S’intitola “Funambole” ed è ideato da un team di cinque professioniste lo spettacolo teatrale che domenica, 15 maggio, arriva all’auditorium Tarentum, in via Regina Elena, dopo aver fatto tappa a Sondrio, Bergamo e Verona. Reso possibile grazie a una attività di crowdfunding su produzionidalbasso. com, racconta la storia di tre ragazze alla scoperta del femminile e dell’essere donne.

LO SPETTACOLO
L’opera drammaturgica prende vita in una calda notte d’estate dalle menti della tarantina Virginia Cimmino, Claudia Perossini e Irene Papotti (attrici, curatrici della drammaturgia e della regia collettiva di Funambole) quale sviluppo di un lavoro iniziato durante il loro ultimo anno all’accademia d’arte drammatica “Galante Garrone” di Bologna. Tra i banchi di scuola Aurora (Virginia Cimmino), Rita (Claudia Perossini) e Giovanna (Irene Papotti) firmano un accordo. Tra 15 anni si troveranno nel luogo dove sono cresciute per raccontarsi le esperienze che le hanno portate ad essere chi sono oggi: donne coraggiose in equilibrio su una sinusoide che rappresenta l’instabilità e l’incertezza della vita delle giovani e dei giovani d’oggi. L’obiettivo dello spettacolo è raccontare esperienze condivisibili da gran parte del pubblico femminile, generando la frase “è successo anche a me”. «Vogliamo parlare di argomenti a volte ancora tabù o legati a modi di pensare stereotipati della categoria del femminile – spiega Virginia Cimmino – Quando nasciamo ci viene assegnato uno spazio delimitato dalla dimensione familiare e culturale di ciascuno, durante l’adolescenza ci rendiamo conto che siamo il prodotto di questi due spazi.
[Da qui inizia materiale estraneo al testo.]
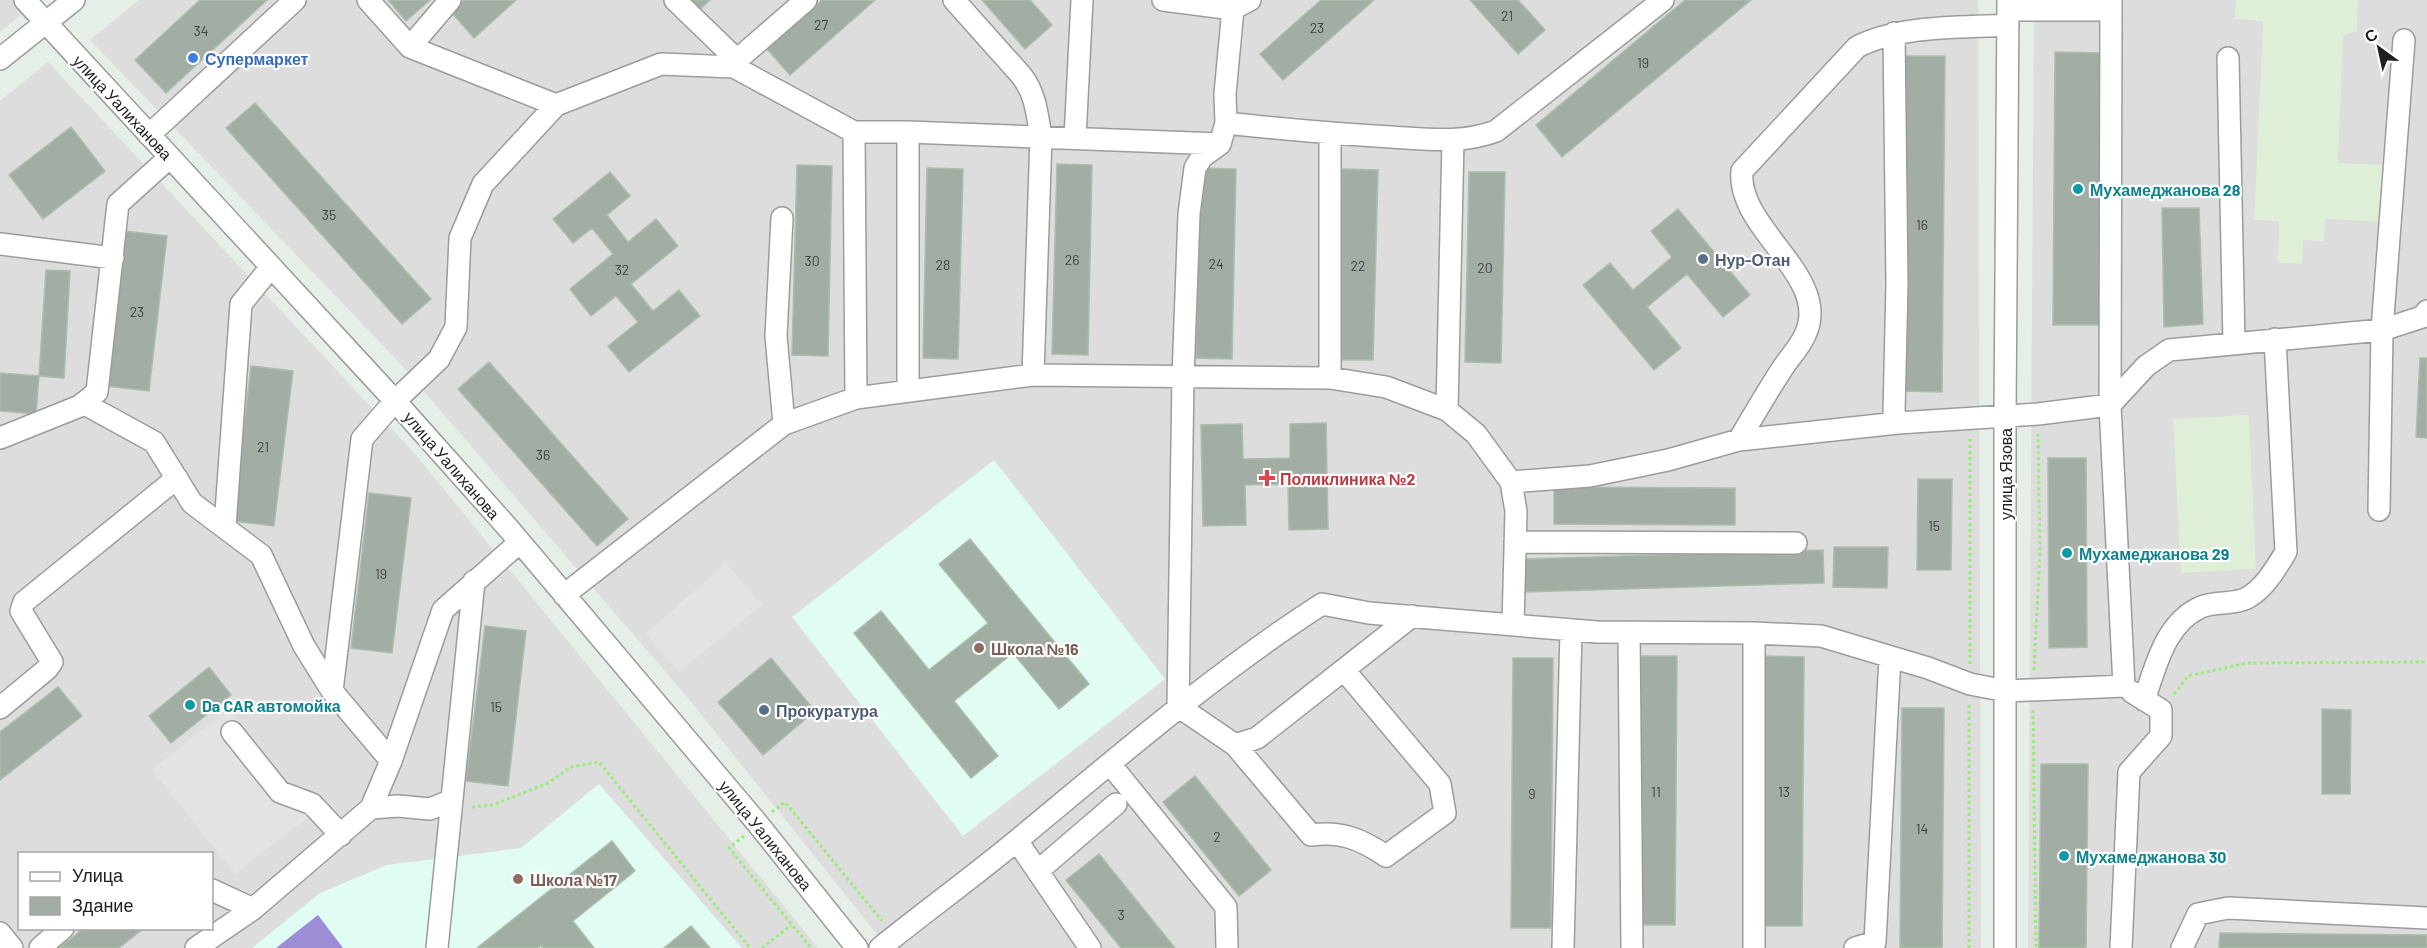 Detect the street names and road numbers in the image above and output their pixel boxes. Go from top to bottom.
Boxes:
street label: улица Уалиханова [70,51,176,163]
street label: улица Уалиханова [400,407,504,523]
street label: улица Язова [1996,428,2015,520]
street label: улица Уалиханова [716,776,816,894] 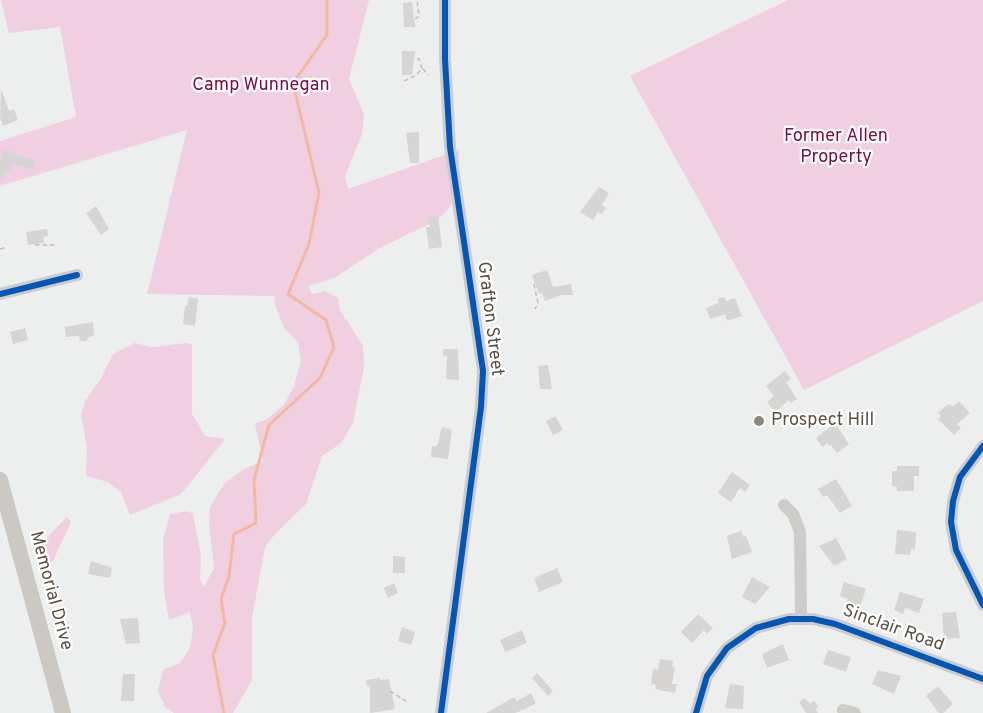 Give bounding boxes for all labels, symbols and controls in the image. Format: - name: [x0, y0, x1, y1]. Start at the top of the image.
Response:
- park label: Camp Wunnegan: [192, 75, 330, 97]
- park label: Former Allen Property: [784, 126, 888, 168]
- street label: Grafton Street: [471, 261, 507, 377]
- place label: Prospect Hill: [771, 410, 874, 432]
- marker: Prospect Hill: [752, 414, 766, 428]
- street label: Memorial Drive: [24, 529, 76, 653]
- street label: Sinclair Road: [839, 601, 947, 657] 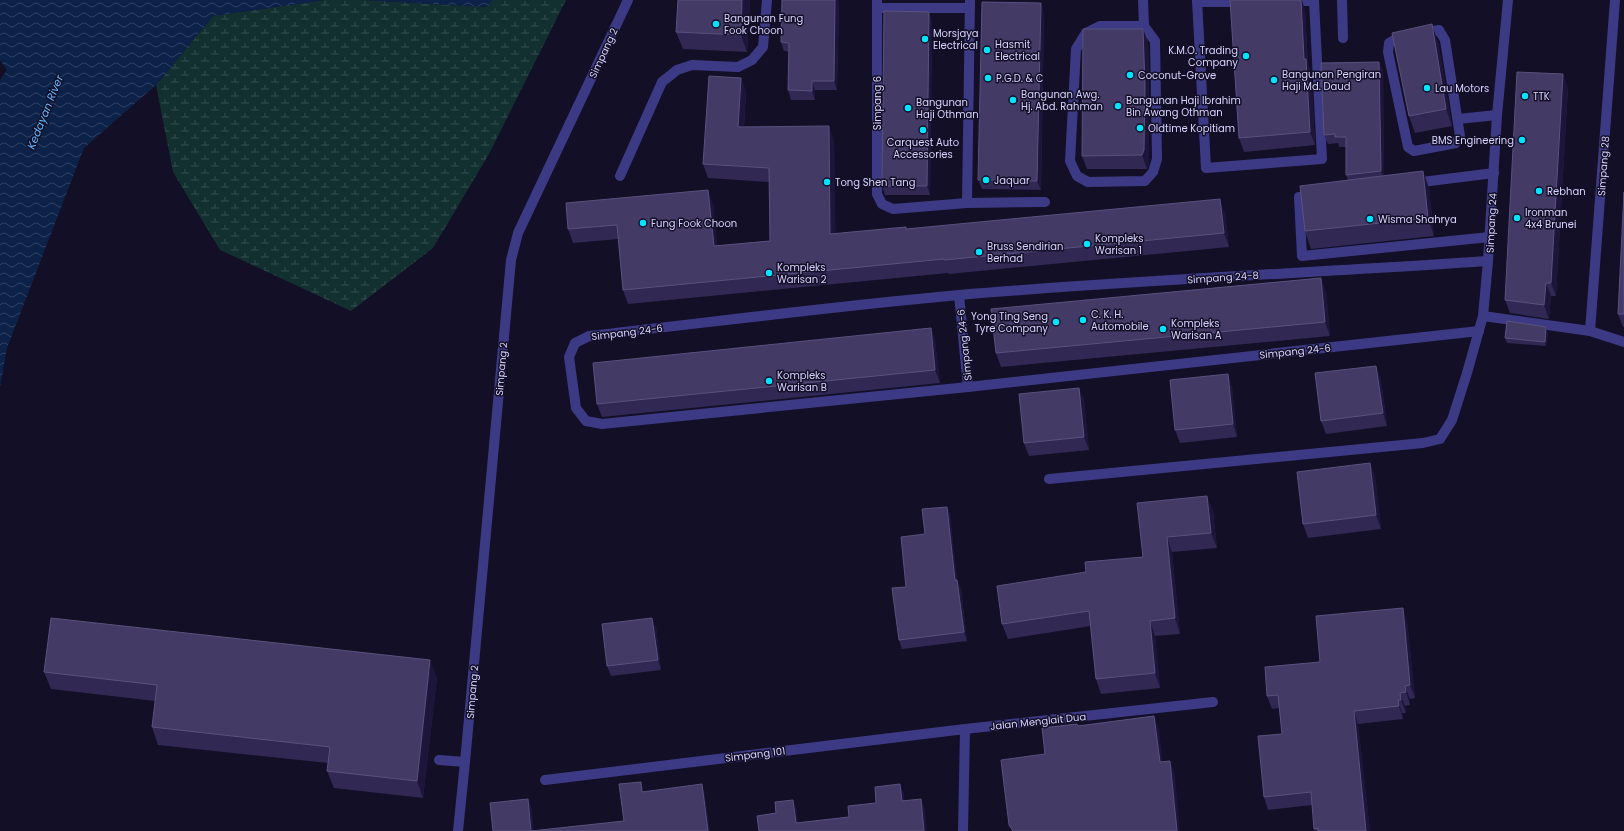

La volontà è quella di “creare un nuovo spazio di condivisione e confronto insieme al pubblico, fatto di donne e uomini”. La direzione artistica è affidata a Giulia Argenziano e Beatrice Sancinelli. Nelle ultime fasi di progettazione, alla squadra creativa si sono aggiunti Francesco Bosio (tecnico audio/luci) e Nicola Buttafuoco (chitarrista dei Pinguini Tattici Nucleari) che ha composto le musiche. Sipario ore 21.